Stop after the line that contains "padding:1px 4px; background:#4a2017;". Until then, retype each line of the entries exactly from the first one, skipping pictures.

━━ The data

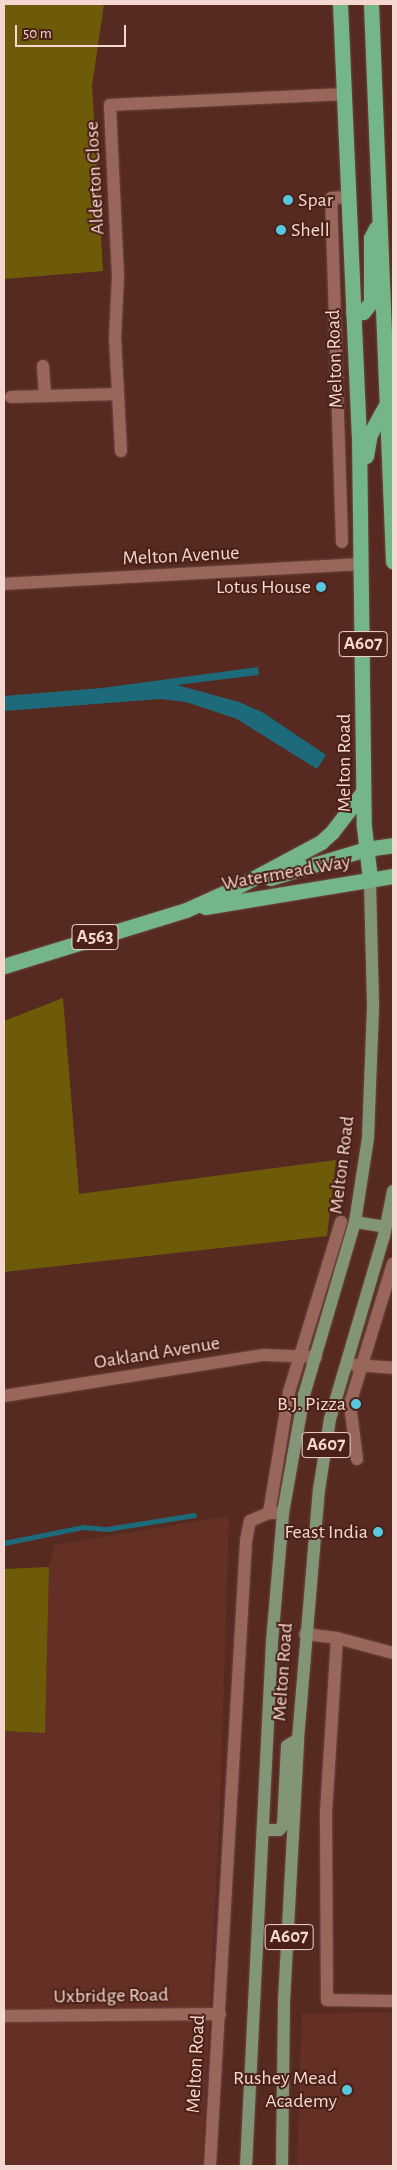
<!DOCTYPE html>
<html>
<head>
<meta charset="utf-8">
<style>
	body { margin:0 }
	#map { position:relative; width:397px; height:2170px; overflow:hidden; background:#562a21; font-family:"Alegreya Sans",sans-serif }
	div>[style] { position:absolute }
	.built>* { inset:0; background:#643025 }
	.green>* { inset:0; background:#6e5b09 }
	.water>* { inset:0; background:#1d6b7a }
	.stream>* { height:4.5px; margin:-2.25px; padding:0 2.25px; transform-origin:2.25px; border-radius:2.25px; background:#1d6b7a }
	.roads { filter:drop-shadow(0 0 1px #6d4840) drop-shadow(0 0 1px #6d4840) }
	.street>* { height:12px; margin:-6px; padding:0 6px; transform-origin:6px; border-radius:6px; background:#98665b }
	.primary>* { height:12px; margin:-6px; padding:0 6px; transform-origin:6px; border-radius:6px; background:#829677 }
	.highway>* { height:15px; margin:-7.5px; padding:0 7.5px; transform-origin:7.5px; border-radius:7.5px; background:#74b689 }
	.dots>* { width:14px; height:14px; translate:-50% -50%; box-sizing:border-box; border:2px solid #4a2017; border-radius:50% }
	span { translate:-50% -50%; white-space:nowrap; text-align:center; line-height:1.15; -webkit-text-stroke:4px #4a2017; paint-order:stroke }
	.shield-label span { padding:1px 4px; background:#4a2017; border:1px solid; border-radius:4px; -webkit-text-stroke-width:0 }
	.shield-label { font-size:19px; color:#f4d7d0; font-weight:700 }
	.street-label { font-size:20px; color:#f4d7d0 }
	.poi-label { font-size:20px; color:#f4d7d0 }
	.left { translate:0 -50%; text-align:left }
	.right { translate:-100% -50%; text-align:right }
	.frame { position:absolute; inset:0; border:5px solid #f4d7d0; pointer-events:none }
	.scale { position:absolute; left:15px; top:25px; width:111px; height:22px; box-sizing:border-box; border:2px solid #f4d7d0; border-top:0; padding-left:6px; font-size:15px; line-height:18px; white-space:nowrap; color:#f4d7d0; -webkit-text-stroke:4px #4a2017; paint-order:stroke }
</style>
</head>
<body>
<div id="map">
	<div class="built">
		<div style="clip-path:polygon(229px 1516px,220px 1808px,202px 2166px,4px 2166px,4px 1731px,45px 1732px,49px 1567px,54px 1545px)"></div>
		<div style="clip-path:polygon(302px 2013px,393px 2013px,393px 2166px,297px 2166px)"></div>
	</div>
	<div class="green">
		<div style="clip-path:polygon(4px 4px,104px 4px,92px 86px,103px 271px,4px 279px)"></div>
		<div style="clip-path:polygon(63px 998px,79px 1194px,336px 1160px,327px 1236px,4px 1272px,4px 1021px)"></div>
		<div style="clip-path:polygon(49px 1567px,45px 1733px,4px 1731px,4px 1569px)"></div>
	</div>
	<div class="water">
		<div style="clip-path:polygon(258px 667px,259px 675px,177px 685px,239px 702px,262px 712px,326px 755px,317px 769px,237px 719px,186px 702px,160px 699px,4px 711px,4px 696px,102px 688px)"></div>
	</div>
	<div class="stream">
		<div style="left:4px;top:1543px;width:81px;rotate:-11.4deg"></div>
		<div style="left:83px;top:1527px;width:24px;rotate:5deg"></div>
		<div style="left:107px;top:1529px;width:88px;rotate:-9.1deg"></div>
	</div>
	<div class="roads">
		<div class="street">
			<div style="left:43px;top:366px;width:29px;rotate:86deg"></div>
			<div style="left:11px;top:397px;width:107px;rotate:-1.6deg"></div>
			<div style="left:121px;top:451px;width:113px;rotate:-93deg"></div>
			<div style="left:115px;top:338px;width:62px;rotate:-87.2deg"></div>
			<div style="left:118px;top:276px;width:171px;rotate:-92.7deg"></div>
			<div style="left:110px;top:105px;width:235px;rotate:-2.7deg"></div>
			<div style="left:342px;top:542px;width:344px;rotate:-91.8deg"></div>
			<div style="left:331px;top:198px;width:18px;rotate:-3deg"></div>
			<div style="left:4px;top:584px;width:357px;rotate:-3.2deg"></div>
			<div style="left:354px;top:1365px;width:39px;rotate:4deg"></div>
			<div style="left:4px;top:1396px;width:263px;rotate:-9deg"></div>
			<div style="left:264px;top:1355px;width:52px;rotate:2.2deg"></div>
			<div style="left:357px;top:1459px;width:55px;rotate:-97.3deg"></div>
			<div style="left:350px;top:1404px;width:147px;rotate:-73deg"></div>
			<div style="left:269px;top:1513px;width:123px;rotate:-80.6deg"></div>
			<div style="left:289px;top:1392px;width:178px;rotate:-73deg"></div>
			<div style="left:305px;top:1634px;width:32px;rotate:7deg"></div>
			<div style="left:337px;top:1638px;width:58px;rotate:15deg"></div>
			<div style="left:337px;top:1638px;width:177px;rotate:93.6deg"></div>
			<div style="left:326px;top:1815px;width:185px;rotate:89.7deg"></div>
			<div style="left:327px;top:2000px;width:66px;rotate:0.9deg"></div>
			<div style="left:4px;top:2016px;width:216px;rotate:-0.5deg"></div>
			<div style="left:210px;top:2166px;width:626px;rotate:-86.7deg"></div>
			<div style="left:246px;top:1541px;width:20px;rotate:-79deg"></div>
			<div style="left:250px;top:1521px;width:21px;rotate:-23deg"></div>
			<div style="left:269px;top:1513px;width:14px"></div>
		</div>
		<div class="primary">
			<div style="left:355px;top:1222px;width:30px;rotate:9deg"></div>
			<div style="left:265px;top:1830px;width:14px"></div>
			<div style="left:279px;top:1830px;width:6px;rotate:-51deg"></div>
			<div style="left:283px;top:1825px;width:79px;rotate:-87.1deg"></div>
			<div style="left:287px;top:1746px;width:13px;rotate:-32deg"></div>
			<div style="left:246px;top:2166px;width:525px;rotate:-87.16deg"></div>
			<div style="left:272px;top:1642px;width:129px;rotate:-85.1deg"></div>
			<div style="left:283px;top:1513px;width:120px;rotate:-79.9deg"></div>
			<div style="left:304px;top:1395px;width:180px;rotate:-73.6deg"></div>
			<div style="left:355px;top:1222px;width:85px;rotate:-81.2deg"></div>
			<div style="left:368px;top:1138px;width:133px;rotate:-87.8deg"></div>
			<div style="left:373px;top:1005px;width:126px;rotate:-91.4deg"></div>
			<div style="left:282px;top:2166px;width:165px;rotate:-89.3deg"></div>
			<div style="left:284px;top:2001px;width:262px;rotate:-86.9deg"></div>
			<div style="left:298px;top:1739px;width:250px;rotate:-85.2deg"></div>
			<div style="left:319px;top:1490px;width:72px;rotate:-81.2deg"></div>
			<div style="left:330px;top:1419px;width:191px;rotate:-73.6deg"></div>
			<div style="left:384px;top:1236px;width:46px;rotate:-78.7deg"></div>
		</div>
		<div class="highway">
			<div style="left:340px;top:4px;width:431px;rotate:87.5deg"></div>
			<div style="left:359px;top:435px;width:392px;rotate:89.3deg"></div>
			<div style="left:364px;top:827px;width:52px;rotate:83.4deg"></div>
			<div style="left:371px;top:4px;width:558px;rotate:87.74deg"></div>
			<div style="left:353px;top:312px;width:10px"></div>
			<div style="left:363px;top:312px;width:13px;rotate:-51deg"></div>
			<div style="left:371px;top:302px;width:64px;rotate:-90deg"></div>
			<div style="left:371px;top:238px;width:11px;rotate:-63deg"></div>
			<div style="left:366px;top:456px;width:22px;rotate:-80deg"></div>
			<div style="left:370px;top:434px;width:31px;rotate:-61deg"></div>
			<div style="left:270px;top:878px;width:100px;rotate:-16.8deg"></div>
			<div style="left:366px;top:849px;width:27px;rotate:-8deg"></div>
			<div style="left:205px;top:907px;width:191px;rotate:-9.4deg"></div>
			<div style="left:4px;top:966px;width:190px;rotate:-17.1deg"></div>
			<div style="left:186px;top:910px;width:54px;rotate:-24.2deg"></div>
			<div style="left:235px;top:888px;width:98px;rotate:-28.1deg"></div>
			<div style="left:321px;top:842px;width:15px;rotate:-42deg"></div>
			<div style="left:332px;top:832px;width:51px;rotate:-52.2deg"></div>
		</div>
	</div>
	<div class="dots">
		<div style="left:288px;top:200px;background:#56c9e1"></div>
		<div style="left:281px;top:230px;background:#56c9e1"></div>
		<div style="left:321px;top:587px;background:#56c9e1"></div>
		<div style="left:356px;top:1404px;background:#56c9e1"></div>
		<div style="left:378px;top:1532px;background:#56c9e1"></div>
		<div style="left:347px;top:2090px;background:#56c9e1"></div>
	</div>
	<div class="shield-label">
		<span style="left:363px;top:644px">A607</span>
		<span style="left:95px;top:937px">A563</span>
		<span style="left:326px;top:1445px">A607</span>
		<span style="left:289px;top:1937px">A607</span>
	</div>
	<div class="street-label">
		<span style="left:95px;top:178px;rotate:-93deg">Alderton Close</span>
		<span style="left:335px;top:359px;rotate:-92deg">Melton Road</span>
		<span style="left:181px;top:556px;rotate:-3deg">Melton Avenue</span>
		<span style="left:344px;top:763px;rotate:-90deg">Melton Road</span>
		<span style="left:286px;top:873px;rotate:-10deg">Watermead Way</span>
		<span style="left:342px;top:1165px;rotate:-83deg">Melton Road</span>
		<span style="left:157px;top:1353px;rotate:-9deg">Oakland Avenue</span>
		<span style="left:283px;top:1672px;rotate:-86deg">Melton Road</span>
		<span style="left:111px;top:1996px;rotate:-1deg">Uxbridge Road</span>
		<span style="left:196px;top:2064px;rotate:-87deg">Melton Road</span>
	</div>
	<div class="poi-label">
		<span class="left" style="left:298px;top:200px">Spar</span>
		<span class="left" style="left:291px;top:230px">Shell</span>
		<span class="right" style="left:311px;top:587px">Lotus House</span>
		<span class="right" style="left:346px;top:1404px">B.J. Pizza</span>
		<span class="right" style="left:368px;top:1532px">Feast India</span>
		<span class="right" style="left:337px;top:2090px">Rushey Mead<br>Academy</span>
	</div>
	<div class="frame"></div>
	<div class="scale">50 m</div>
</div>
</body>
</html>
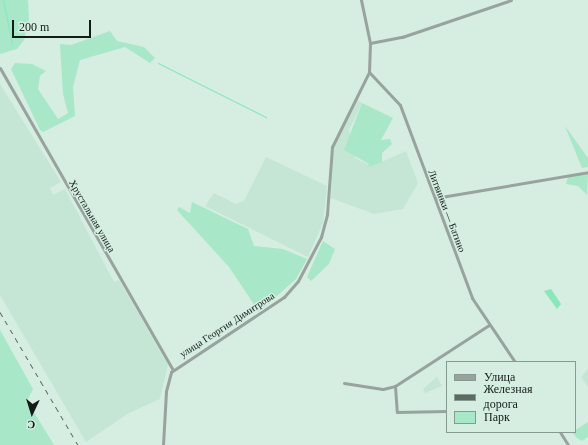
<!DOCTYPE html>
<meta charset="utf-8">
<style>
body{margin:0}
#map{position:relative;width:588px;height:445px;overflow:hidden;background:#d5eee1;font-family:Georgia,serif}
div>[style]{position:absolute}
[style*='--x']{left:calc(var(--x)*1px);top:calc(var(--y)*1px);width:calc(var(--w)*1px);rotate:calc(var(--a)*1deg)}
.built>*{inset:0;background:#c5e6d4}
.green>*{inset:0;background:#a8e7c7}
.water>*{inset:0;background:#89e7ba}
.stream>*{height:1px;margin:-0.5px;padding:0 0.5px;transform-origin:0.5px;border-radius:0.5px;background:#89e7ba}
.minor>*{height:3px;margin:-1.5px;padding:0 1.5px;transform-origin:1.5px;border-radius:1.5px;background:#99a39e}
.rail>*{height:1px;margin-top:-0.5px;transform-origin:0;background:repeating-linear-gradient(90deg,#5c6b63 0 5px,transparent 0 10px)}
span{translate:-50% -50%;white-space:nowrap;text-align:center;line-height:1.15;-webkit-text-stroke:3px #d5eee1;paint-order:stroke}
.street-label{font-size:10px;color:#131c17}
.legend{position:absolute;left:446px;top:361px;width:130px;height:72px;box-sizing:border-box;background:#d5eee1;border:1px solid #879a90;margin:0;padding:5px 7px;list-style:none;font-size:12px;color:#131c17}
.legend li{display:flex;align-items:center;gap:8px;height:20px}
.legend b{width:20px;border:1px solid #879a90}
.north{position:absolute;left:12px;top:393px;width:40px;height:40px;-webkit-text-stroke:3px #d5eee1;paint-order:stroke;rotate:184deg;font-size:11px;font-weight:700;line-height:16px;text-align:center;color:#131c17}
.north::after{content:'';display:block;margin:auto;width:14px;height:18px;background:#131c17;clip-path:polygon(50% 0,100% 100%,50% 72%,0 100%)}
.scale{position:absolute;left:12px;top:20px;width:79px;height:18px;box-sizing:border-box;border:2px solid #131c17;border-top:0;padding-left:5px;font-size:12px;line-height:14px;white-space:nowrap;color:#131c17;-webkit-text-stroke:3px #d5eee1;paint-order:stroke}
</style>
<div id="map">
<div class="built">
<div style="clip-path:polygon(0 84px,61px 182px,50px 188px,53px 195px,65px 189px,114px 282px,119px 280px,168px 365px,160px 399px,129px 413px,86px 442px,0 295px)"></div>
<div style="clip-path:polygon(357px 100px,362px 103px,349px 130px,355px 158px,369px 165px,368px 168px,406px 151px,418px 183px,403px 209px,374px 214px,331px 198px,334px 146px)"></div>
<div style="clip-path:polygon(266px 157px,327px 186px,323px 223px,308px 257px,205px 206px,214px 193px,236px 204px,244px 201px)"></div>
<div style="clip-path:polygon(588px 369px,588px 387px,581px 377px)"></div>
<div style="clip-path:polygon(437px 377px,442px 386px,425px 393px,423px 389px)"></div>
</div>
<div class="green">
<div style="clip-path:polygon(0 0,28px 0,29px 20px,24px 40px,17px 49px,0 54px)"></div>
<div style="clip-path:polygon(110px 31px,117px 41px,144px 47px,155px 58px,150px 63px,125px 47px,80px 60px,73px 87px,75px 116px,43px 132px,40px 130px,11px 69px,15px 63px,32px 64px,46px 71px,40px 76px,38px 89px,58px 119px,68px 113px,63px 94px,60px 44px,71px 45px)"></div>
<div style="clip-path:polygon(362px 103px,393px 118px,381px 140px,390px 139px,392px 144px,382px 153px,382px 162px,367px 168px,369px 164px,344px 150px)"></div>
<div style="clip-path:polygon(565px 126px,588px 158px,588px 167px,582px 168px)"></div>
<div style="clip-path:polygon(588px 173px,587px 195px,578px 186px,566px 184px,568px 177px)"></div>
<div style="clip-path:polygon(192px 202px,248px 229px,254px 246px,283px 249px,307px 259px,296px 279px,259px 312px,229px 267px,177px 210px,179px 207px,190px 213px)"></div>
<div style="clip-path:polygon(323px 241px,335px 249px,329px 264px,311px 281px,307px 277px)"></div>
<div style="clip-path:polygon(0 330px,33px 389px,27px 401px,54px 445px,0 445px)"></div>
<div style="clip-path:polygon(588px 422px,588px 437px,582px 441px,577px 438px,572px 432px)"></div>
</div>
<div class="water">
<div style="clip-path:polygon(551px 289px,561px 304px,557px 309px,544px 291px)"></div>
</div>
<div class="stream">
<div style="--x:3;--y:0;--w:44;--a:78.2"></div>
<div style="--x:158;--y:63;--w:121;--a:26.6"></div>
</div>
<div class="minor">
<div style="--x:370;--y:43;--w:33;--a:-11"></div>
<div style="--x:402;--y:37;--w:115;--a:-18.7"></div>
<div style="--x:0;--y:68;--w:348;--a:60.2"></div>
<div style="--x:369;--y:72;--w:45;--a:46.8"></div>
<div style="--x:400;--y:105;--w:206;--a:69.5"></div>
<div style="--x:472;--y:298;--w:77;--a:56.1"></div>
<div style="--x:435;--y:198;--w:155;--a:-9.6"></div>
<div style="--x:344;--y:383;--w:39;--a:9"></div>
<div style="--x:383;--y:389;--w:12;--a:-14"></div>
<div style="--x:395;--y:386;--w:112;--a:-33"></div>
<div style="--x:395;--y:386;--w:26;--a:86"></div>
<div style="--x:397;--y:412;--w:50;--a:-1.1"></div>
<div style="--x:560;--y:432;--w:15;--a:58"></div>
<div style="--x:163;--y:445;--w:54;--a:-86.8"></div>
<div style="--x:166;--y:391;--w:20;--a:-75"></div>
<div style="--x:171;--y:372;--w:136;--a:-33.6"></div>
<div style="--x:284;--y:297;--w:21;--a:-49"></div>
<div style="--x:298;--y:281;--w:50;--a:-62.4"></div>
<div style="--x:321;--y:237;--w:24;--a:-75"></div>
<div style="--x:327;--y:214;--w:67;--a:-85.7"></div>
<div style="--x:332;--y:147;--w:84;--a:-63.7"></div>
<div style="--x:369;--y:72;--w:29;--a:-88"></div>
<div style="--x:370;--y:43;--w:44;--a:-101.8"></div>
</div>
<div class="rail">
<div style="--x:0;--y:312;--w:154;--a:59.6"></div>
</div>
<div class="street-label">
<span style="left:447px;top:211px;rotate:69deg">Литвинки — Батино</span>
<span style="left:92px;top:216px;rotate:60deg">Хрустальная улица</span>
<span style="left:227px;top:325px;rotate:-33deg">улица Георгия Димитрова</span>
</div>
<ul class="legend">
<li><b style="height:5px;background:#99a39e"></b>Улица</li>
<li><b style="height:5px;background:#5c6b63"></b>Железная дорога</li>
<li><b style="height:11px;background:#a8e7c7"></b>Парк</li>
</ul>
<div class="north">С</div>
<div class="scale">200 m</div>
</div>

━━━━

Written solution:
<!DOCTYPE html>
<html>
<head>
<meta charset="utf-8">
<style>
	body { margin:0 }
	#map { position:relative; width:397px; height:2170px; overflow:hidden; background:#562a21; font-family:"Alegreya Sans",sans-serif }
	div>[style] { position:absolute }
	.built>* { inset:0; background:#643025 }
	.green>* { inset:0; background:#6e5b09 }
	.water>* { inset:0; background:#1d6b7a }
	.stream>* { height:4.5px; margin:-2.25px; padding:0 2.25px; transform-origin:2.25px; border-radius:2.25px; background:#1d6b7a }
	.roads { filter:drop-shadow(0 0 1px #6d4840) drop-shadow(0 0 1px #6d4840) }
	.street>* { height:12px; margin:-6px; padding:0 6px; transform-origin:6px; border-radius:6px; background:#98665b }
	.primary>* { height:12px; margin:-6px; padding:0 6px; transform-origin:6px; border-radius:6px; background:#829677 }
	.highway>* { height:15px; margin:-7.5px; padding:0 7.5px; transform-origin:7.5px; border-radius:7.5px; background:#74b689 }
	.dots>* { width:14px; height:14px; translate:-50% -50%; box-sizing:border-box; border:2px solid #4a2017; border-radius:50% }
	span { translate:-50% -50%; white-space:nowrap; text-align:center; line-height:1.15; -webkit-text-stroke:4px #4a2017; paint-order:stroke }
	.shield-label span { padding:1px 4px; background:#4a2017; border:1px solid; border-radius:4px; -webkit-text-stroke-width:0 }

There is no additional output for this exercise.